Basically, it states (citing wikipedia):
- Unskilled individuals suffer from illusory superiority, mistakenly rating their ability much higher than is accurate.
- Those persons to whom a skill or skills come easily may find themselves with weak self-confidence
Which is depicted in this plot found on the web:
This sounds like we are observing this concerning our treatment of unskilled newcomers by hi-reps skilled peoples.
For instance (and I deliberately forge an extreme example here, for illustration purpose)
An unskilled amateur EE comes here and ask about his new fancy project:
Do a 5.1 audio real time processing board
He is able to blink LEDs on his new Arduino. He can play some beeps using a PWM and a buzzer and he knows that some shield exist somewhere that have mic inputs.
He stands on the left or my illustration picture. He is not aware that there are things he doesn't know. For him, this looks not so challenging and he is quite confident that he can make it without too much effort.
Then comes the hi-reps skilled EE. He stands on the middle-right of the picture. He is aware of the complexity of things and he knows that he would never be able to really master anything. Things are too complex. Models always have limits. etc.. He is quite pessimistic, and probably over pessimistic. He also know that the OP is far less skilled than himself.
The result is often:
- This is too broad!
- One would require a entire book just to understand the basic principle of audio processing.
- We should close this question. Answering is a waste of time. the answer would go over your head.
For skilled people, who like to do things the right way, the devil is in the detail. A simple LED blink project often ends up asking:
- Did you use proper decoupling? What is the length of the leads of your capacitors? Unwanted inductance from capacitor leads would decrease the decoupling performances of your power supply.
- Did you compute the thermal dissipation of your linear regulator? Did you take a margin with the ambient temp?
- Are you sure that your linear regulator has enough dropout? Here is the graph of the required dropout according to the current drawn from the regulator.
- I recommend that you use this type of capacitor because the MTBF is far better.
- Using thermal balancing on your footprint would increase the yield of your soldering process by some ppm.
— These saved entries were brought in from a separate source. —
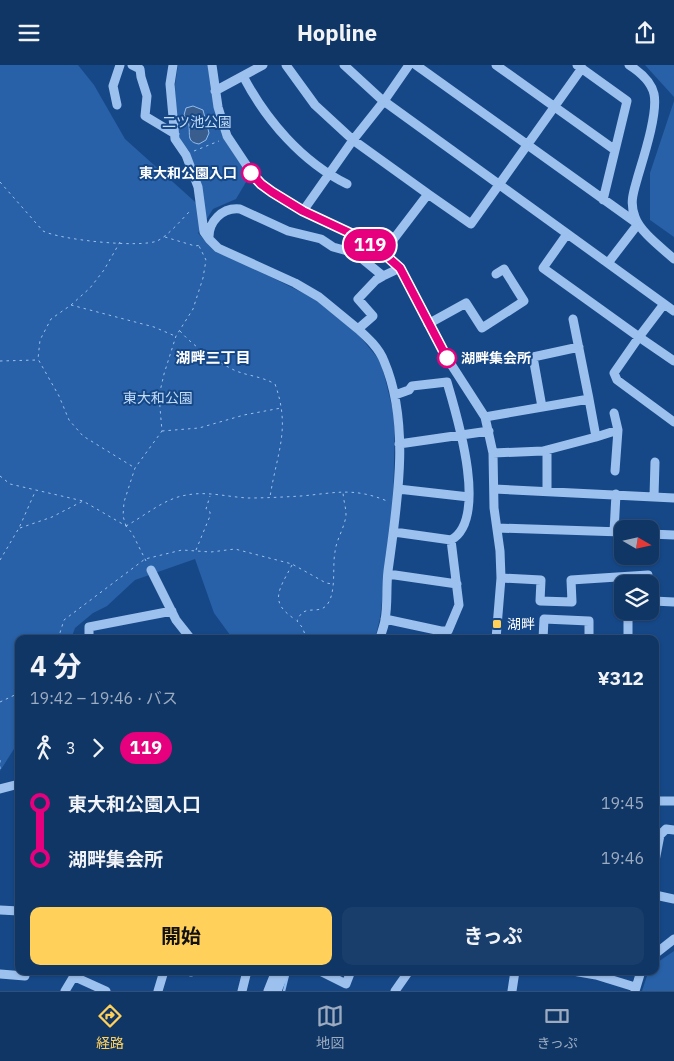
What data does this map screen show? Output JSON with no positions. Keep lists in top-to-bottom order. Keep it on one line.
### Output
{"districts":["湖畔三丁目"],"parks":["二ツ池公園","東大和公園"],"places":{"other":["東大和公園入口","湖畔集会所"],"transit":["湖畔"]},"lines":["bus line 119"],"north":"right","page":{"header":"Hopline","on_map":"119","heading":["4 分","19:42 – 19:46 · バス","¥312"],"legs":["3","119"],"list":[{"name":"東大和公園入口","value":"19:45"},{"name":"湖畔集会所","value":"19:46"}],"buttons":["開始","きっぷ"],"tabs":["経路","地図","きっぷ"]}}
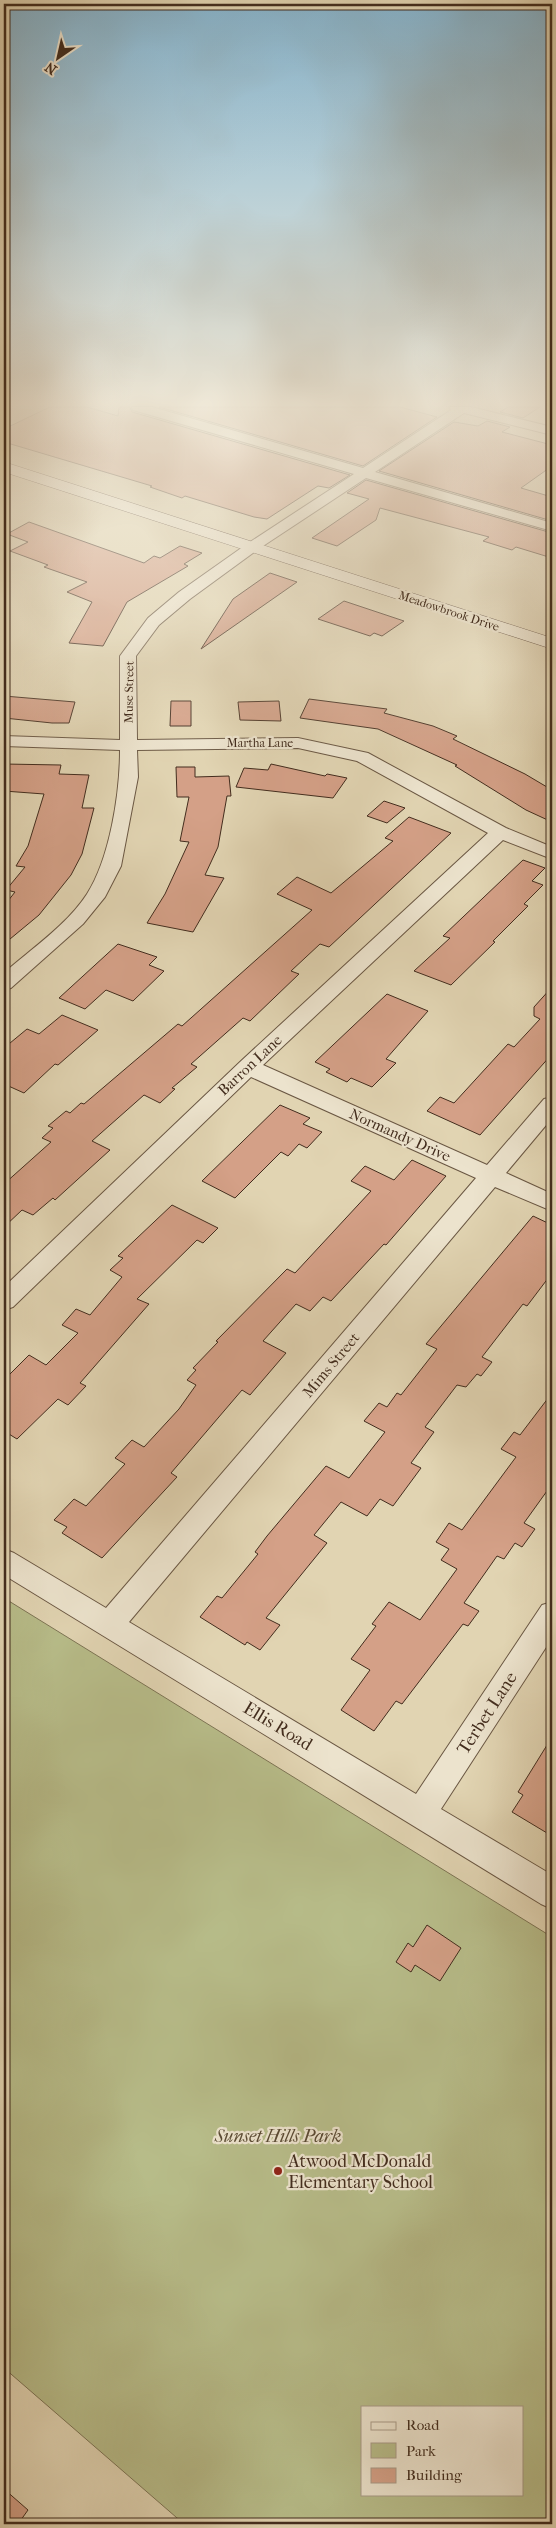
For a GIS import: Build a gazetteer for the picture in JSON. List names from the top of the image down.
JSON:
{
  "streets": {
    "main road": ["Meadowbrook Drive"],
    "street": [
      "Muse Street",
      "Martha Lane",
      "Barron Lane",
      "Normandy Drive",
      "Mims Street",
      "Terbet Lane",
      "Ellis Road"
    ]
  },
  "crossings": [
    ["Meadowbrook Drive", "Muse Street"],
    ["Muse Street", "Martha Lane"],
    ["Martha Lane", "Barron Lane"],
    ["Barron Lane", "Normandy Drive"],
    ["Normandy Drive", "Mims Street"],
    ["Mims Street", "Ellis Road"],
    ["Terbet Lane", "Ellis Road"]
  ],
  "parks": ["Sunset Hills Park"],
  "places": ["Atwood McDonald Elementary School"],
  "legend": ["Road", "Park", "Building"],
  "north": "bottom left"
}
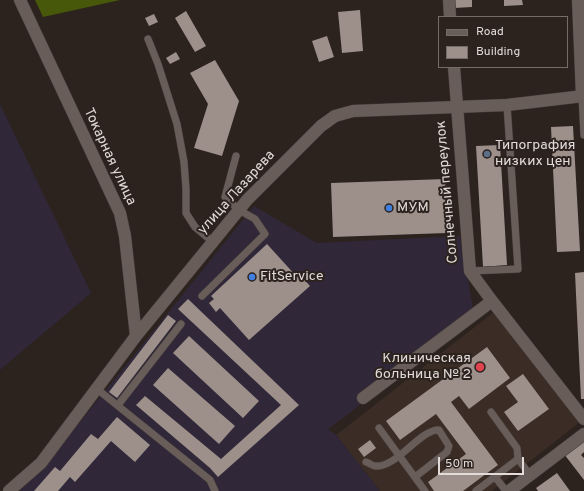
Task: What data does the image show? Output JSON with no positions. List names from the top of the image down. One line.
{"streets":{"street":["Токарная улица","Солнечный переулок","улица Лазарева"]},"crossings":[["Токарная улица","улица Лазарева"],["Солнечный переулок","улица Лазарева"]],"places":["Типография низких цен","МУМ","FitService","Клиническая больница № 2"],"legend":["Road","Building"],"scale_bar":"50 m"}
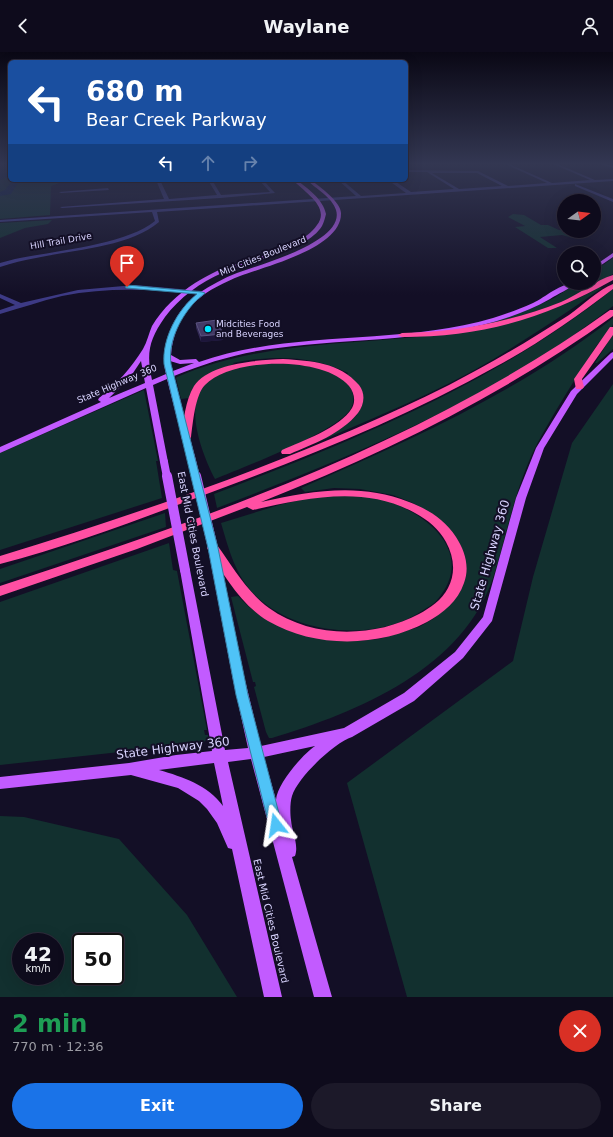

- I recommend using a continuous GND plane, this would be far better for EMC/EMI performance. And I suggest that you refer to the Ott book and read it at least twice before trying to layout your first board.
Well, this guy wanted to blink a LED using a PIC on a breadboard...
This is humorous on purpose. But what is the best answer to the unskilled amateur guy:
Be confident and try to make its LED blink by getting the right level of answer? That way he could have some results. Learn from his mistakes. And then go to something more complex, learn again. etc..
Getting overwhelmed by important, but less significant to him at the moment, information? The guy would be afraid and won't even try something. This is too difficult, it's for the pro
According the the Dunning-Kruger effect, we, skilled EE, will almost always over-estimate the difficulty of a task. And it may not be a good thing to share this pessimistic view with the newcomer. Or at least we should be aware of this to adapt our answers.
It's like during you first day at your EE school your professor said: Do you see all the books on the bookshelf behind me? 240 books (E24 series). I read all of them and I have been teaching electronics for 15 years. I am still not mastering everything...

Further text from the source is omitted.